Draft proposal for builtin or compiler-intrinsic expression syntax. V1 commits @ to attributes and does not add builtin expression syntax.

Summary

Catalyst should eventually decide whether compiler intrinsics need dedicated expression syntax and, if so, what spelling they use.

V1 exposes compiler capabilities through ordinary names, attributes, reflection APIs, and prelude/compiler-provided declarations rather than special builtin expression syntax.

Example

Possible future shapes:

const addr = compiler.intrinsic.address_of(value)
const addr = #address_of(value)

The proposal should decide whether low-level compiler operations stay ordinary names or need dedicated expression syntax. @address_of(value) would collide with the V1 meaning of @ as attribute syntax.

Motivation

Some low-level operations may be awkward as ordinary declarations if they need direct compiler recognition, target-specific lowering, or syntax-level placement. At the same time, Catalyst should avoid growing a parallel builtin language.

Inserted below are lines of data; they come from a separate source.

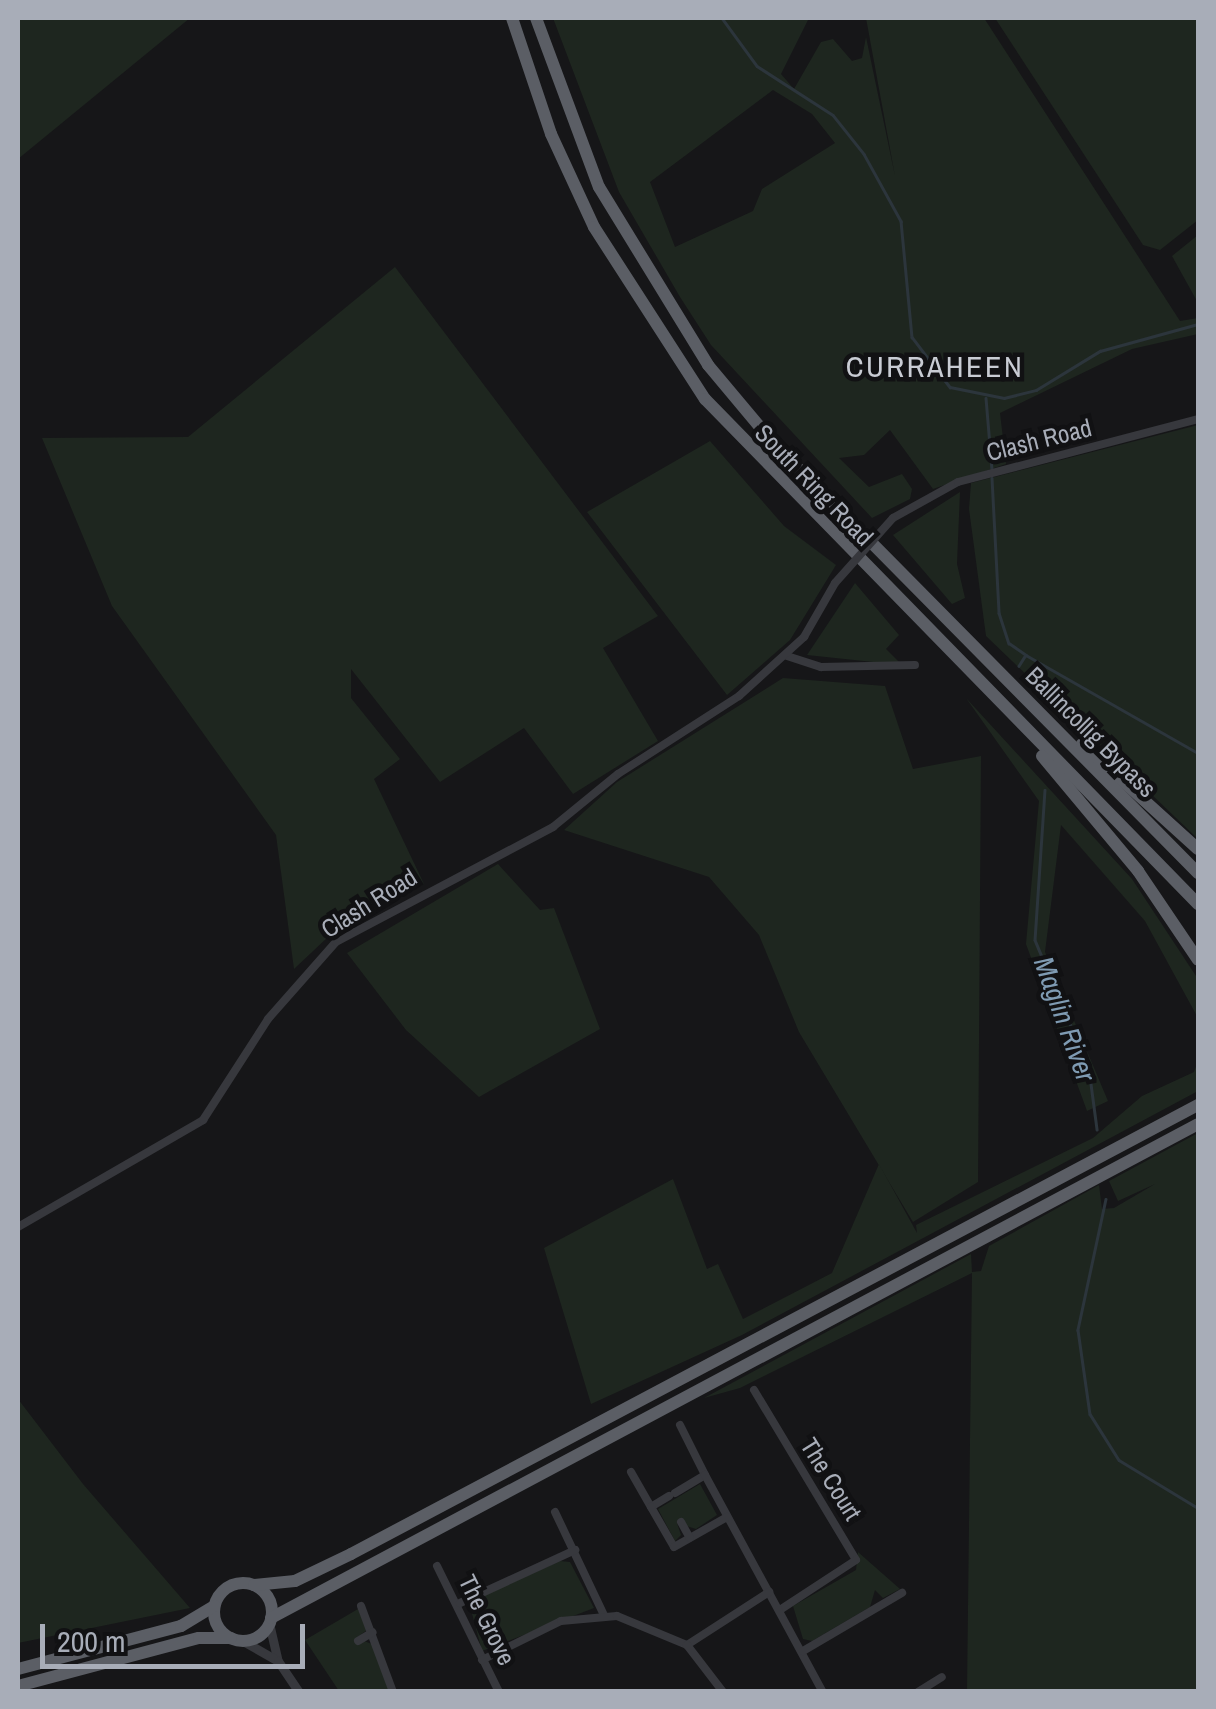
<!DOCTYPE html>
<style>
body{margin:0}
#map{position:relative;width:1216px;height:1709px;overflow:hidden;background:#161618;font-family:"Archivo Narrow",sans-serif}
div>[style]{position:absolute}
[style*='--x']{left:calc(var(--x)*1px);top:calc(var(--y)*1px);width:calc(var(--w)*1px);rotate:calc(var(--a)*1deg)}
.green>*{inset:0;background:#1e261f}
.stream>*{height:2.5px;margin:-1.25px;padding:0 1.25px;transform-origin:1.25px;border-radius:1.25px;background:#2c353c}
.minor>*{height:8px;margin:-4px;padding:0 4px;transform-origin:4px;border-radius:4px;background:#37383d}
.tertiary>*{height:9px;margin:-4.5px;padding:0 4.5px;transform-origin:4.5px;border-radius:4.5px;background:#37383d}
.trunk>*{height:12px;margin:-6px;padding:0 6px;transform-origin:6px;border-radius:6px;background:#5b5e65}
.trunk>.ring{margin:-6px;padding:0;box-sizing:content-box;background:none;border:12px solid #5b5e65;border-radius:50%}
.minor-bridge>*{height:8px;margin:-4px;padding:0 4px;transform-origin:4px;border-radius:4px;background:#37383d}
span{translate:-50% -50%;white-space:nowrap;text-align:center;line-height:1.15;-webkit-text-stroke:9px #111113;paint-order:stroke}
.street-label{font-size:25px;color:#a8adb8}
.water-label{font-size:28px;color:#7f9bb3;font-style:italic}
.quarter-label{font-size:30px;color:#c9ccd4;letter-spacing:2.5px}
.frame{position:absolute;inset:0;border:20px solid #a8adb8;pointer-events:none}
.scale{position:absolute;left:40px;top:1624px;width:265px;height:45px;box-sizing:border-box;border:5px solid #a8adb8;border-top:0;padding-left:12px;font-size:30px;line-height:35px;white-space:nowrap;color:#a8adb8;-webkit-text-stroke:8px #111113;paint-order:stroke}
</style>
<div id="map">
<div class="green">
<i style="clip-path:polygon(18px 18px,190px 18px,18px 159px)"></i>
<i style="clip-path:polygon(evenodd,553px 18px,809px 18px,781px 74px,794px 89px,821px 42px,833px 39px,852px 61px,862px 58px,866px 37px,895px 176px,866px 18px,984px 18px,1180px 321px,1198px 318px,1198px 334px,1132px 349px,1000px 413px,1006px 464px,933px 489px,890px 430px,864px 455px,839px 458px,869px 487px,902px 474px,912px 489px,910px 499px,872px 518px,711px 345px,680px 297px,619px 192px,553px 18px,773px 90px,812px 114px,835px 143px,762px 189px,753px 211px,675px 247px,650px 182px,773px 90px)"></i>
<i style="clip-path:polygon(995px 18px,1198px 18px,1198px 220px,1160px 250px,1143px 245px)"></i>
<i style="clip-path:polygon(1198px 235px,1198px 303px,1172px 256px)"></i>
<i style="clip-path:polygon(395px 267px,658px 616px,603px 648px,658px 741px,573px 794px,524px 728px,440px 782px,351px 669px,351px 698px,400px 759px,374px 779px,424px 884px,329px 936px,294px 969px,276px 835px,112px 606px,42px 438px,188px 437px)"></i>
<i style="clip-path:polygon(1198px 425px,1198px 839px,986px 636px,969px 509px,971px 483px)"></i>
<i style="clip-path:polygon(710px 441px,784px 526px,836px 565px,790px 640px,727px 695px,587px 512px)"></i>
<i style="clip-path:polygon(960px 492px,957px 564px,965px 598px,952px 604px,893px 535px)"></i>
<i style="clip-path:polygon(855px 583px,899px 635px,886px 649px,902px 665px,807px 655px)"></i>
<i style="clip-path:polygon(783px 678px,885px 686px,913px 769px,981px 756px,978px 1182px,913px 1222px,799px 1032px,759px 935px,709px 877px,564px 830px,617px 782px)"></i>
<i style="clip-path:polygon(966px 698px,1132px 879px,1198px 979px,1198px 1018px,1145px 921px,1061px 825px,1045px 952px,1108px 1101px,1087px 1111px,1026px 944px,1039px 801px)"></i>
<i style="clip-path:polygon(498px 864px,540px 910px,554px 908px,600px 1029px,479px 1097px,406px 1030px,347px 953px)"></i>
<i style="clip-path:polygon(1198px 1061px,1198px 1091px,742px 1335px,591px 1404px,544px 1248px,673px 1179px,707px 1269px,718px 1264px,743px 1319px,832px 1273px,879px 1164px,917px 1233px,916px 1225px,1093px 1138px,1142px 1096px,1194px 1072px)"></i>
<i style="clip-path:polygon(1198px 1133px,1198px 1691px,967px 1691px,972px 1273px,740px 1388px,704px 1398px,971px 1254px,972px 1272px,981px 1271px,989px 1246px,1099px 1185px,1102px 1209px,1114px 1208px,1155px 1184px,1118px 1201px,1109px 1181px)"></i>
<i style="clip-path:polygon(18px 1399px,83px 1484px,190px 1608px,18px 1643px)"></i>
<i style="clip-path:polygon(700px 1484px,717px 1515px,696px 1529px,677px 1523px,681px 1535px,675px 1541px,658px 1509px)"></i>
<i style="clip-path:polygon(858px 1552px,900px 1589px,883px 1598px,875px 1590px,870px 1607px,812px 1641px,803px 1639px,793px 1606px,856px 1570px)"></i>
<i style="clip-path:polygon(560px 1561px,570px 1562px,594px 1608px,482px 1651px,470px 1606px,476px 1599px)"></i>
<i style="clip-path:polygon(358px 1609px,367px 1630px,356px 1638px,372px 1644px,389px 1691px,339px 1691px,305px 1640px)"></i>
</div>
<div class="stream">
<i style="--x:722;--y:18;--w:59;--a:53.9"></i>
<i style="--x:757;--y:66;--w:90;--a:32.8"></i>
<i style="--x:833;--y:115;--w:50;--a:51.5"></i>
<i style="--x:864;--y:154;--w:77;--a:61.1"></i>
<i style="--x:901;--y:221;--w:117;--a:84.6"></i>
<i style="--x:912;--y:337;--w:63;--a:52.8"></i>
<i style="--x:950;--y:387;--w:55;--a:11.5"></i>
<i style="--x:1004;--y:398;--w:33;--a:-14"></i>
<i style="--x:1036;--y:390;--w:75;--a:-31.4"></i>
<i style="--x:1100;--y:351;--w:102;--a:-15.4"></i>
<i style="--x:986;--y:398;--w:71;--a:85.2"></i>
<i style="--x:992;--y:478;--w:135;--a:87"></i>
<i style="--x:999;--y:613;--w:32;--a:72"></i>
<i style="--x:1009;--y:643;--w:21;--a:35"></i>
<i style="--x:1026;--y:655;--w:13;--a:122"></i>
<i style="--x:1026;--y:655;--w:198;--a:29.7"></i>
<i style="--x:1045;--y:790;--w:150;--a:93.8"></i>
<i style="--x:1035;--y:940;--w:140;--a:67.3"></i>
<i style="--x:1089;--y:1069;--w:61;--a:82.4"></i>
<i style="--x:1106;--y:1199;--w:134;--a:102.1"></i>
<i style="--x:1078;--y:1330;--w:85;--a:81.9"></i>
<i style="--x:1090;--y:1414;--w:54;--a:57.8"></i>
<i style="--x:1119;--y:1460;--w:92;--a:31.3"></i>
</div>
<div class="minor">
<i style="--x:893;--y:518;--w:74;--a:-29"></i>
<i style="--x:958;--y:482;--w:248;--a:-14.7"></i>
<i style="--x:787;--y:656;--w:36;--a:18"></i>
<i style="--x:821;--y:667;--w:94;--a:-1.2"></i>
<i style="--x:18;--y:1227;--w:214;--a:-30"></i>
<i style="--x:203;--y:1120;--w:120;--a:-57.2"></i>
<i style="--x:268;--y:1019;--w:103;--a:-48.6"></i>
<i style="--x:336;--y:942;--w:246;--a:-27.9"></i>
<i style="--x:553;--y:827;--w:84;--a:-39.2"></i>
<i style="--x:618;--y:774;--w:144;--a:-32.8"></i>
<i style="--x:739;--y:696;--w:88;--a:-42.2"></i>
<i style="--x:804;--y:637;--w:62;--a:-60.1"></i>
<i style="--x:754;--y:1390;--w:198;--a:59"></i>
<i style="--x:856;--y:1560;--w:91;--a:146.7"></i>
<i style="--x:680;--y:1425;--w:56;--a:63.4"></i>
<i style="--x:631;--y:1472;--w:40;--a:60.3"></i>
<i style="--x:675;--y:1493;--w:35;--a:-31"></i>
<i style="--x:705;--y:1475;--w:247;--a:61.5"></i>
<i style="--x:669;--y:1496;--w:21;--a:149"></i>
<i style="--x:651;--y:1507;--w:46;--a:60.1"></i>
<i style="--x:674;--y:1547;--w:61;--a:-29.5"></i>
<i style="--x:555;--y:1512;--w:114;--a:64.6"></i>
<i style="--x:681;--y:1522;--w:18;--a:61"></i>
<i style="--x:437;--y:1566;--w:140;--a:63.8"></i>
<i style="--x:460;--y:1603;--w:127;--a:-24.7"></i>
<i style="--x:361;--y:1606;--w:92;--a:69.6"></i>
<i style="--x:358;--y:1641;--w:17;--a:-31"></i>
<i style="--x:687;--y:1645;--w:98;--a:-32.9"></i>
<i style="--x:803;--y:1651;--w:115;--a:-30.4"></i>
<i style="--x:482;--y:1660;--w:88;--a:-26.3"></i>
<i style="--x:561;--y:1621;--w:56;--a:-5.1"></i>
<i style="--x:617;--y:1616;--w:76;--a:22.5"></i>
<i style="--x:687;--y:1645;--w:59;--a:52.5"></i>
<i style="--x:918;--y:1692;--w:28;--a:-32"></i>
</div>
<div class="tertiary">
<i style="--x:269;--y:1623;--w:37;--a:77"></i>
<i style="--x:243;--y:1641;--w:40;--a:29.7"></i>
<i style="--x:278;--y:1661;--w:37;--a:56"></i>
</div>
<div class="trunk">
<i style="--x:512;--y:18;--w:122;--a:71.4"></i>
<i style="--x:551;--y:134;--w:102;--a:65.2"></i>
<i style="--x:594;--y:227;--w:205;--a:57.2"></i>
<i style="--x:705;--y:399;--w:706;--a:45.69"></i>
<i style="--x:536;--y:18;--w:180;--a:69.6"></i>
<i style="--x:599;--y:187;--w:209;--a:58.5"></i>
<i style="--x:708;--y:365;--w:104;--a:50.1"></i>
<i style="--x:775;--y:445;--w:602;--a:45.34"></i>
<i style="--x:1082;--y:744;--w:156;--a:42.2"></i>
<i style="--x:1042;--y:756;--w:150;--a:50.1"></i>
<i style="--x:1138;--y:871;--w:107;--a:56"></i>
<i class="ring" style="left:214px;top:1583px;width:46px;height:46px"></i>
<i style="--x:254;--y:1585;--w:41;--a:-5.6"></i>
<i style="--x:295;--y:1581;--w:62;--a:-25.7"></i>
<i style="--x:351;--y:1554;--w:959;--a:-27.93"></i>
<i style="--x:271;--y:1618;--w:1050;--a:-28.05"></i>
<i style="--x:18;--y:1669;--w:169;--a:-14.8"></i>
<i style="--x:181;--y:1626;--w:39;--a:-31"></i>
<i style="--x:18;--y:1686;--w:187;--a:-14.9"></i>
<i style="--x:199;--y:1638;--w:32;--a:0"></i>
</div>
<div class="minor-bridge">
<i style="--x:835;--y:583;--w:87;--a:-48.3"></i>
</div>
<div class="street-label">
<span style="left:1039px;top:440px;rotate:-14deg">Clash Road</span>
<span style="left:814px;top:485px;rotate:46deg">South Ring Road</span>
<span style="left:1091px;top:732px;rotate:45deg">Ballincollig Bypass</span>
<span style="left:369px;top:903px;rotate:-32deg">Clash Road</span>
<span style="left:831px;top:1479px;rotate:58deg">The Court</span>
<span style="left:487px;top:1620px;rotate:64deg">The Grove</span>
</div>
<div class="water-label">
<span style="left:1065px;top:1019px;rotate:70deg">Maglin River</span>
</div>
<div class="quarter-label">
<span style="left:935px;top:366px">CURRAHEEN</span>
</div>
<div class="frame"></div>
<div class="scale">200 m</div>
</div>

The @ sigil is already attribute syntax in V1, so builtin syntax should not casually reuse it without reopening that tradeoff.

Proposed Direction

The proposal should cover:

  • whether compiler intrinsics are ordinary prelude/compiler namespace declarations or special syntax;
  • whether any syntax marker is needed;
  • how intrinsic calls are reflected in diagnostics and docs;
  • how intrinsics participate in comptime, safety modes, and target lowering;
  • how intrinsic names avoid collisions with user declarations.

V1 Compatibility

V1 has no builtin expression syntax. Existing low-level operations should be documented through their owning language or prelude surface.